Comparte este contenido con tus amigos

La sonrisa es como una liebre escurridiza. Cuando uno más la pretende, queda transformada en una mueca desfavorecida. Mientras tanto, puede provocar apariciones fugaces, como una sensación sugestiva que sólo se asoma. Y aunque uno sea capaz de favorecerlas, crear los ámbitos adecuados para retenerlas, todo eso tiene sus límites. Tampoco vayan a pensar en la utilidad de todo un tratado de la sonrisa. Las grandes teorías, la ciencia o la técnica, no son suficientes para su génesis. Es más, a veces la generan muy a su pesar, cuando no lo pretendían, digamos que por desvaríos técnicos.

No me discutirán la autoridad de J.M. Keynes en la esfera económica. A partir de esa idea, leamos una de sus frases: “Toda producción tiene como último fin satisfacer a los consumidores”. ¡Qué menos, surge la primera sonrisa! Porque en una primera versión, tienen cabida las preguntas, ¿satisfacerlos o provocarlos? ¿Despreciarlos o castigarlos? ¿Tomarles el pelo? ¿Extraerles el zumo a dichos consumidores? ¡Ay! Qué irónica dulzura cuando escucha uno, o lee, eso de la provocación, nada menos, de una satisfacción para el consumidor. ¿Pensarán en eso?

La segunda versión, de esa primera sonrisa, ya contiene una pizca de malicia, veneno o simple condimento de la vida real. ¿Exagero? ¿Qué producen esa recua de intermediarios multiplicadores de los precios? Uno produce, otros consumen y muchos chupetean. No sé si el deseo de Keynes o las características de su época tiñen la frase; ahora el consumidor, en la lista de los monos, si no es el último, queda bastante mal colocado.

Tampoco es una persona ajena a la economía y Adam Smith matiza: “Y el interés del productor debería ser atendido únicamente, en cuanto pueda ser conveniente para los intereses del consumidor”. Abunda en la tendencia anterior. Aquí la nueva sonrisa pulula en torno al deber. No soplan aires que impulsen deberes sociales, es una palabra o idea postergada; tanto más si introducimos en el contexto cadenas financieras, costos y pagos. Desde los colosos multinacionales, hasta los aprendices más localistas, no hará falta oscurecer las tintas para recalcar donde residen los intereses, los dineros, o el poder derivado de ellos. Sonrisa, por no hablar de añoranza, melancolía y cosas peores.
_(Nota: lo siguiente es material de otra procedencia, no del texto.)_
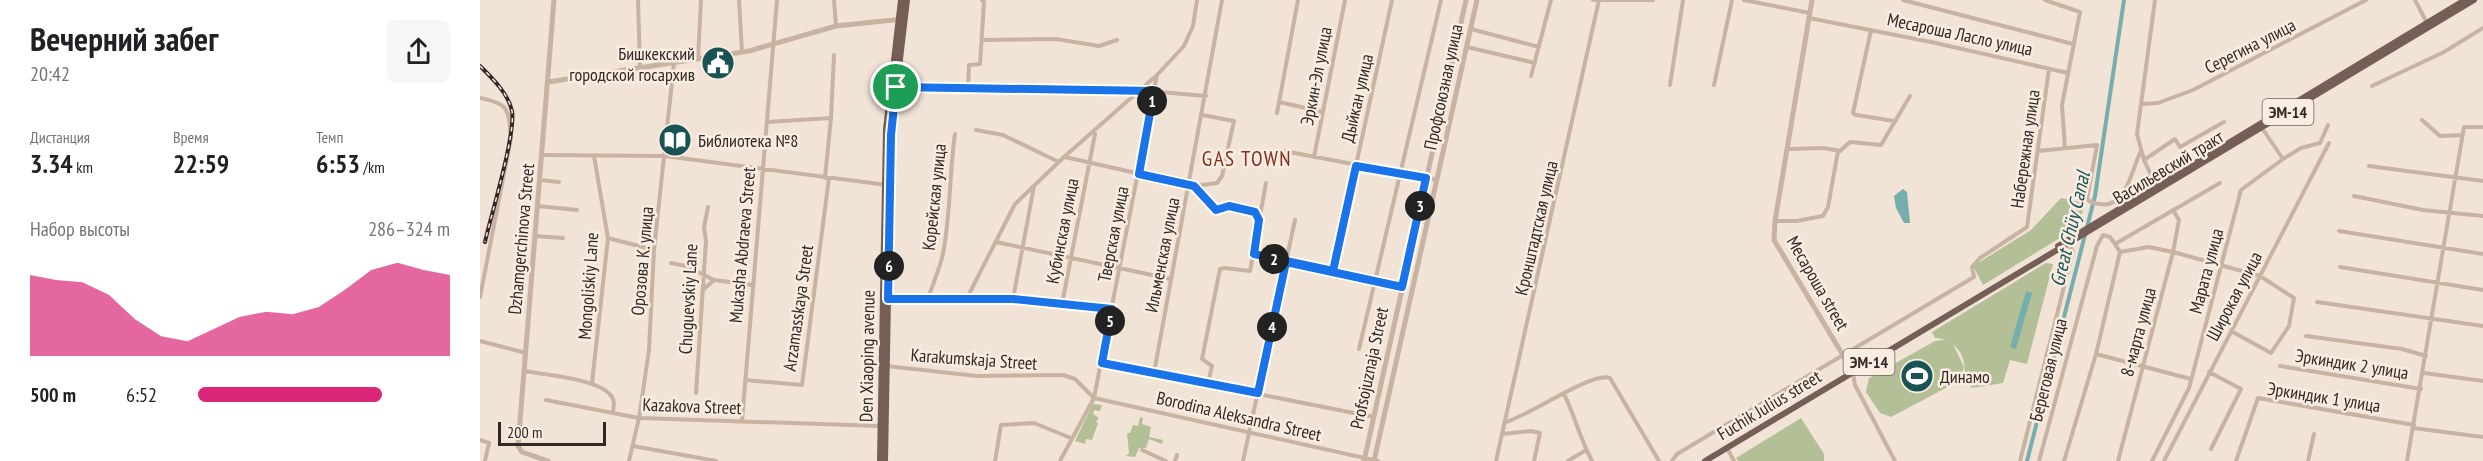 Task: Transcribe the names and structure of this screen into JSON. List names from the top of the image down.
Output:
{
  "streets": {
    "main road": [
      "ЭМ-14",
      "Васильевский тракт",
      "Den Xiaoping avenue",
      "Fuchik Julius street"
    ],
    "street": [
      "Месароша Ласло улица",
      "Серегина улица",
      "Эркин-Эл улица",
      "Профсоюзная улица",
      "Дыйкан улица",
      "Набережная улица",
      "Корейская улица",
      "Кронштадтская улица",
      "Кубинская улица",
      "Тверская улица",
      "Dzhamgerchinova Street",
      "Mukasha Abdraeva Street",
      "Ильменская улица",
      "Орозова К. улица",
      "Марата улица",
      "Месароша street",
      "Mongoliskiy Lane",
      "Широкая улица",
      "Chuguevskiy Lane",
      "Arzamasskaya Street",
      "8-марта улица",
      "Karakumskaja Street",
      "Эркиндик 2 улица",
      "Profsojuznaja Street",
      "Береговая улица",
      "Эркиндик 1 улица",
      "Kazakova Street",
      "Borodina Aleksandra Street"
    ]
  },
  "crossings": [
    ["Месароша Ласло улица", "Набережная улица"],
    ["Месароша Ласло улица", "Месароша street"],
    ["Профсоюзная улица", "Borodina Aleksandra Street"],
    ["Набережная улица", "Месароша street"],
    ["Васильевский тракт", "Fuchik Julius street"],
    ["Тверская улица", "Karakumskaja Street"],
    ["Тверская улица", "Borodina Aleksandra Street"],
    ["Mukasha Abdraeva Street", "Arzamasskaya Street"],
    ["Mukasha Abdraeva Street", "Kazakova Street"],
    ["Орозова К. улица", "Kazakova Street"],
    ["Месароша street", "Fuchik Julius street"],
    ["Den Xiaoping avenue", "Karakumskaja Street"],
    ["Den Xiaoping avenue", "Kazakova Street"],
    ["Karakumskaja Street", "Borodina Aleksandra Street"],
    ["Profsojuznaja Street", "Borodina Aleksandra Street"]
  ],
  "districts": ["GAS TOWN"],
  "water": ["Great Chüy Canal"],
  "places": {
    "public building": ["Бишкекский городской госархив"],
    "library": ["Библиотека №8"],
    "sports": ["Динамо"]
  },
  "scale_bar": "200 m",
  "page": {
    "heading": ["Вечерний забег", "20:42"],
    "pins": [
      "1",
      "3",
      "2",
      "6",
      "5",
      "4"
    ],
    "stats": [
      ["Дистанция", "3.34 km"],
      ["Время", "22:59"],
      ["Темп", "6:53 /km"]
    ],
    "chart": ["Набор высоты", "286–324 m"],
    "list": [
      {
        "name": "500 m",
        "note": "6:52"
      }
    ],
    "scale": "200 m"
  }
}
Sacar las frases de su contexto es arriesgado, mas a la vista de las evoluciones económicas, convendremos en un riesgo mayor si nos tragamos los farragosos textos económicos. No sólo nos adormecen con muchos cuentos, con el estilo lamentado por León Felipe; prescinden de los particulares con la orientación de los beneficios hacia los poderosos... y además, aquí no es caso de ponerse a sonreír.
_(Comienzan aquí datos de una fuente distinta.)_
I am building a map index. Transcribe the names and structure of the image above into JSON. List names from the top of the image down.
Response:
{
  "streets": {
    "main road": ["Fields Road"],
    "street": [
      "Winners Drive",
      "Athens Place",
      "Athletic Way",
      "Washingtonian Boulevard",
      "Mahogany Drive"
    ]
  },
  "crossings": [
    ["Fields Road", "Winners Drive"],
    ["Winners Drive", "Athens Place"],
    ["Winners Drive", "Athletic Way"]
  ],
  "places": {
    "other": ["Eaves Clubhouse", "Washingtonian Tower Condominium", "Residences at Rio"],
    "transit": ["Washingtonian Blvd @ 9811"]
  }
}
Leamos la frase escrita años después por Thorstein Veblen: “Si exceptuamos el instinto de conservación, la propensión hacia la emulación es probablemente la más viva y persistente de las motivaciones económicas”. El tono de esta idea presenta una predisposición favorable a la imitación de los mejores, a la competencia sana, eso si nos ceñimos al sentido académico.

De nuevo se refleja un anacronismo de benévola sonrisa (siempre será mejor que eso de ponerse ceñudos, teñidos los poros de bilis); porque no me parece que las trapisondas financieras se detengan en una equiparación con los mejores, en plan de progreso; las conductas que uno vislumbra no se contienen en una emulación benefactora. Se comportan más como avariciosos, usureros, con más ansia cuanto mayor capital y púdranse los desfavorecidos en este funcionamiento. Echen un vistazo a los beneficios declarados por la banca y grandes empresas. De los no confesados, ni entro en su consideración. ¡Si sólo fuera emular!
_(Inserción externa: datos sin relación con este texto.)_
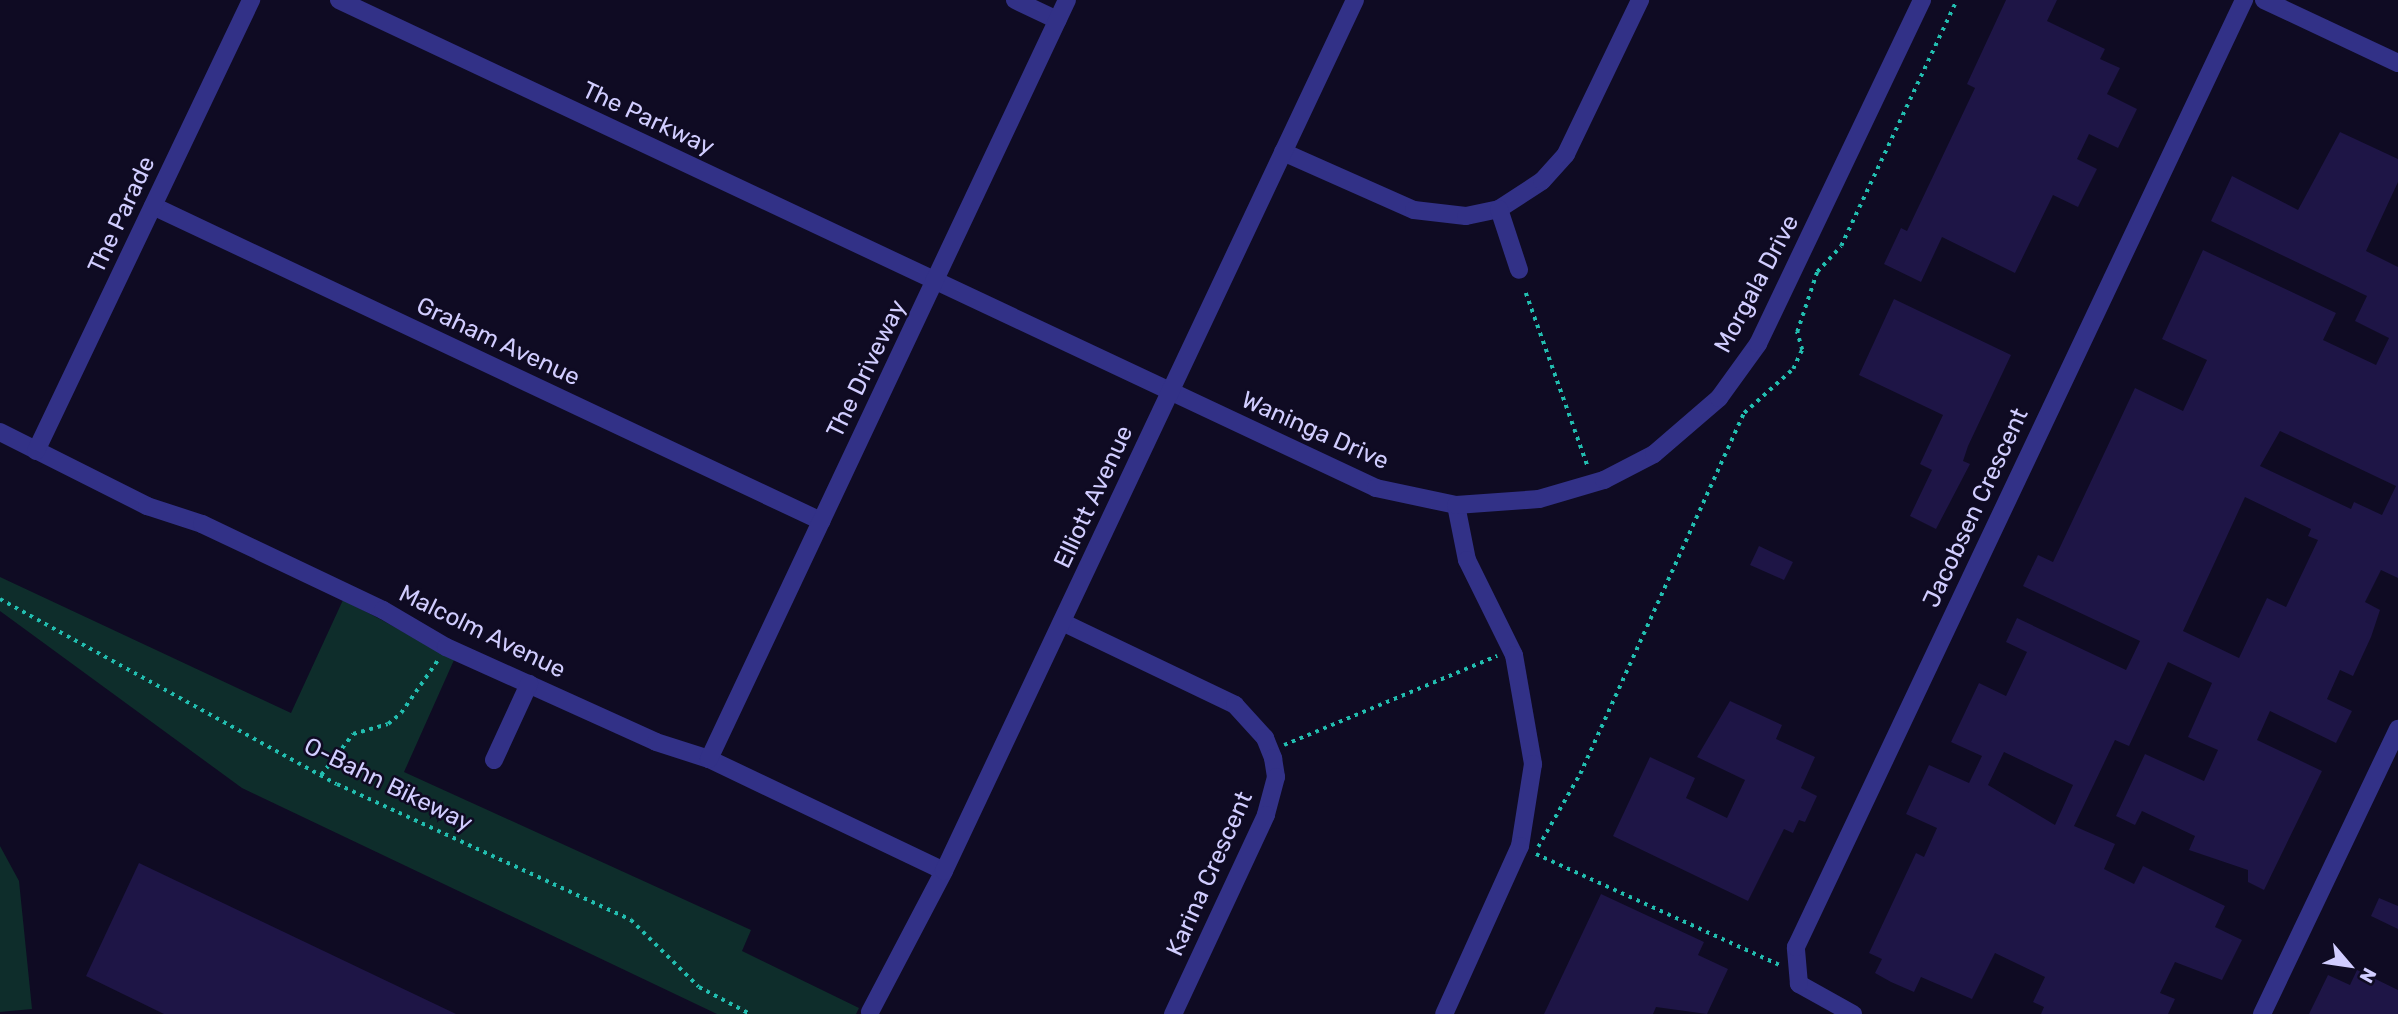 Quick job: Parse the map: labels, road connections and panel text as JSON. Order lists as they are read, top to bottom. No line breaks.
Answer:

Se trata de manejos casi constitutivos del hecho humano, nos embaucan con fórmulas novedosas y nos evaporan los capitales hacia determinadas direcciones; de ahí que nos acerquemos a los asuntos económicos con prevención. Esos agobios en circunstancias muy diversas fueron reiteradamente expresados por el ensayista escocés Thomas Carlyle, afirmando: “La economía no es una ciencia alegre, por el contrario es triste e incluso bastante angustiosa”. Aquí, una vez más, se aprecia la tendencia muy común a tomar la parte como la totalidad.

Las angustias se ubican en el lado de las penurias. Con pocos recursos dinerarios se multiplican las preocupaciones. Frente a ello, a nadie se le escapa que las sonrisas mencionadas ya no son suficientes para la parte económica poseedora y boyante, lo habitual son las risotadas y grandes humores. Constituyen dos esferas de sensaciones muy distintas, carestías enfrentadas a las abundancias. El todo no es angustioso, en el lado estrecho es evidente el mal panorama; sin embargo, en el lado de las amplitudes económicas es más fácil sonreír. La risa y las carteras ofrecen un índice directo de correlación.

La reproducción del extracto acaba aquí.